Work request.
Go to the line containing "M286,630L287,659H282L283,674L252,675V660H246L244,632Z" in the records below. Repeat it and the lines after it exactly, all the way to the end.

Input data.
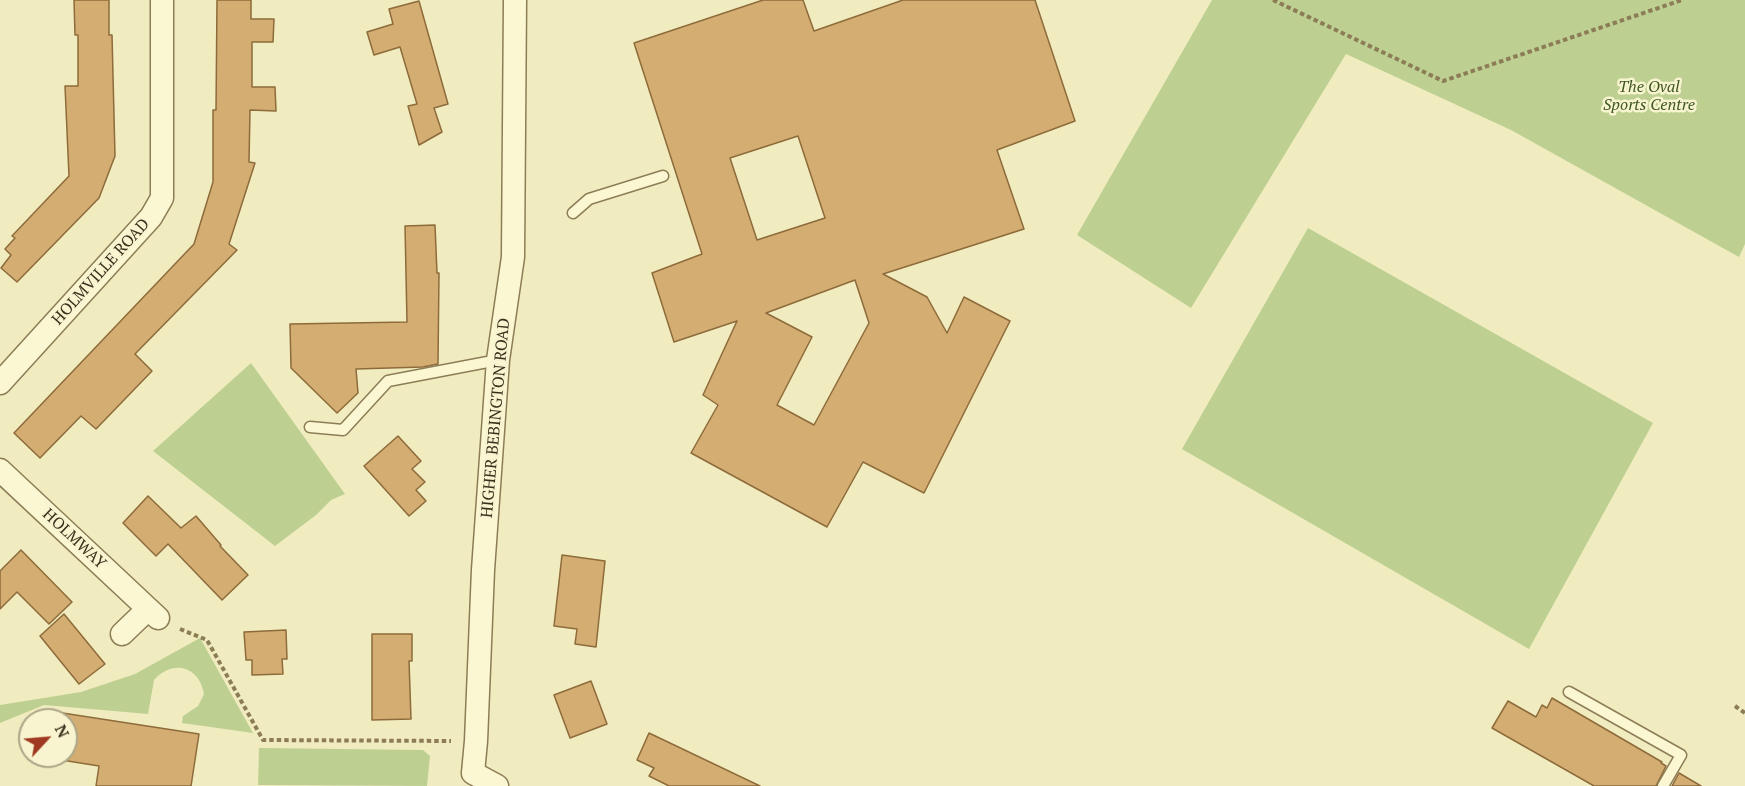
<!DOCTYPE html>
<html>
<head>
<meta charset="utf-8">
<style>
  body { margin:0 }
  #map { position:relative; width:1745px; height:786px; overflow:hidden; background:#f1ecbf; font-family:"PT Serif",serif }
  canvas { display:block }
  .north { position:absolute; left:18px; top:708px; width:60px; height:60px; box-sizing:border-box; background:#f8f4d0; border:2px solid #aca688; border-radius:50%; rotate:64deg; font-size:16px; font-weight:700; line-height:24px; text-align:center; color:#3a301c }
  .north::after { content:''; display:block; margin:auto; width:21px; height:27px; background:#a03921; clip-path:polygon(50% 0,100% 100%,50% 72%,0 100%) }
</style>
</head>
<body>
<div id="map">
<canvas width="1745" height="786"></canvas>
<div class="north">N</div>
</div>
<script>
const g = document.querySelector('canvas').getContext('2d');
g.lineJoin = 'round';
function fill(path, color) {
  g.fillStyle = color;
  g.fill(path, 'evenodd');
}
function strokePath(path, color, width, dash) {
  g.strokeStyle = color;
  g.lineWidth = width;
  g.lineCap = dash ? 'butt' : 'round';
  g.setLineDash(dash || []);
  g.stroke(path);
}
function drawText(font, color, halo, rows, align = 'center') {
  g.font = font + ' "PT Serif",serif';
  g.lineWidth = 5;
  g.setLineDash([]);
  g.textBaseline = 'middle';
  g.strokeStyle = halo;
  g.fillStyle = color;
  for (const [text, x, y, turn = 0] of rows) {
    g.save();
    g.translate(x, y);
    g.rotate((+turn || 0) * Math.PI / 180);
    g.textAlign = isNaN(turn) ? turn : align;
    if (halo) g.strokeText(text, 0, 0);
    g.fillText(text, 0, 0);
    g.restore();
  }
}
const green = new Path2D(`
  M1212,0H1745V244L1739,257L1511,130L1346,54L1191,308L1077,235Z
  M1308,228L1653,423L1529,649L1182,449Z
  M251,363L345,494L331,500L316,515L275,546L153,451Z
  M200,638L253,733L182,723L183,716L198,706L204,694C199,666 173,659 154,680L148,714L44,705L0,723V705L81,692L135,674Z
  M259,748L423,750L430,756L427,786L258,785Z`);
const building = new Path2D(`
  M74,0H109V35H112L115,156L99,198L17,282L1,268L11,255L5,249L15,238L12,236L69,176L65,86H78V35H75Z
  M217,0H251V19H274L273,42H252V87H275L276,111L250,110L249,162L255,163L229,244L237,250L135,354L152,371L96,429L81,416L40,458L14,433L194,244L213,182V110H216Z
  M763,0H803L814,31L903,0H1035L1075,121L997,150L1024,229L883,274L927,297L947,333L964,297L1010,321L924,493L863,462L827,527L691,453L718,405L703,395L737,321L674,342L652,273L702,254L634,43ZM798,136L825,218L757,240L730,158ZM855,280L869,323L814,425L777,405L812,337L766,313Z
  M419,1L448,104L434,108L442,132L419,145L408,106L417,104L400,47L374,55L367,32L393,24L389,9Z
  M435,225L437,273H439L438,364L423,367L356,369L358,393L337,413L291,368L290,324L407,322L405,226Z
  M398,436L421,461L412,469L425,482L416,490L426,501L409,516L364,466Z
  M148,496L181,528L196,516L221,545L220,546L248,575L222,600L168,544L156,556L123,523Z
  M21,550L72,602L49,624L17,592L0,609V571Z
  M562,555L605,561L596,647L575,644L577,629L554,626Z
  M64,614L105,664L79,684L40,636Z
  M286,630L287,659H282L283,674L252,675V660H246L244,632Z
  M372,634H412V661H409L411,719L372,720Z
  M591,681L607,724L570,738L554,695Z
  M1552,698L1662,762L1661,763L1666,766L1656,786H1594L1492,728L1508,701L1536,717L1542,705L1547,708Z
  M56,712L199,734L191,786H96L99,766L49,758L50,756H66V720H55Z
  M649,733L760,786H669L649,776L654,768L637,760Z
  M1679,773L1701,786H1672Z`);
const path = new Path2D(`
  M1273,0L1443,81L1682,0
  M180,629L207,640L263,740L451,741
  M1735,706L1745,713`);
const lane = new Path2D(`
  M573,213L589,199L663,176
  M310,427L343,430L388,381L498,360
  M1569,692L1681,755L1663,786`);
const street = new Path2D(`
  M0,383L151,217L162,198V0
  M0,470L158,618
  M122,634L148,609
  M497,786L473,773L476,741L483,570L498,360L513,257L515,0`);
const parkNames = [
  ["The Oval",1649,87],
  ["Sports Centre",1649,105]
];
const streetNames = [
  ["HOLMVILLE ROAD",101,272,-48],
  ["HIGHER BEBINGTON ROAD",496,418,-85],
  ["HOLMWAY",74,539,43]
];
fill(green, '#bdd092');
fill(building, '#d3ad72');
strokePath(building, '#8d6b3a', 1.5);
strokePath(lane, '#8c7d56', 13);
strokePath(street, '#8c7d56', 25);
strokePath(path, '#8c7d56', 4, [4.5, 3]);
strokePath(lane, '#fbf7d3', 10);
strokePath(street, '#fbf7d3', 22);
drawText('italic 16px', '#3f5821', '#f8f4d0', parkNames);
drawText('16px', '#3a301c', '#f8f4d0', streetNames);
</script>
</body>
</html>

Problem solution.
  M286,630L287,659H282L283,674L252,675V660H246L244,632Z
  M372,634H412V661H409L411,719L372,720Z
  M591,681L607,724L570,738L554,695Z
  M1552,698L1662,762L1661,763L1666,766L1656,786H1594L1492,728L1508,701L1536,717L1542,705L1547,708Z
  M56,712L199,734L191,786H96L99,766L49,758L50,756H66V720H55Z
  M649,733L760,786H669L649,776L654,768L637,760Z
  M1679,773L1701,786H1672Z`);
const path = new Path2D(`
  M1273,0L1443,81L1682,0
  M180,629L207,640L263,740L451,741
  M1735,706L1745,713`);
const lane = new Path2D(`
  M573,213L589,199L663,176
  M310,427L343,430L388,381L498,360
  M1569,692L1681,755L1663,786`);
const street = new Path2D(`
  M0,383L151,217L162,198V0
  M0,470L158,618
  M122,634L148,609
  M497,786L473,773L476,741L483,570L498,360L513,257L515,0`);
const parkNames = [
  ["The Oval",1649,87],
  ["Sports Centre",1649,105]
];
const streetNames = [
  ["HOLMVILLE ROAD",101,272,-48],
  ["HIGHER BEBINGTON ROAD",496,418,-85],
  ["HOLMWAY",74,539,43]
];
fill(green, '#bdd092');
fill(building, '#d3ad72');
strokePath(building, '#8d6b3a', 1.5);
strokePath(lane, '#8c7d56', 13);
strokePath(street, '#8c7d56', 25);
strokePath(path, '#8c7d56', 4, [4.5, 3]);
strokePath(lane, '#fbf7d3', 10);
strokePath(street, '#fbf7d3', 22);
drawText('italic 16px', '#3f5821', '#f8f4d0', parkNames);
drawText('16px', '#3a301c', '#f8f4d0', streetNames);
</script>
</body>
</html>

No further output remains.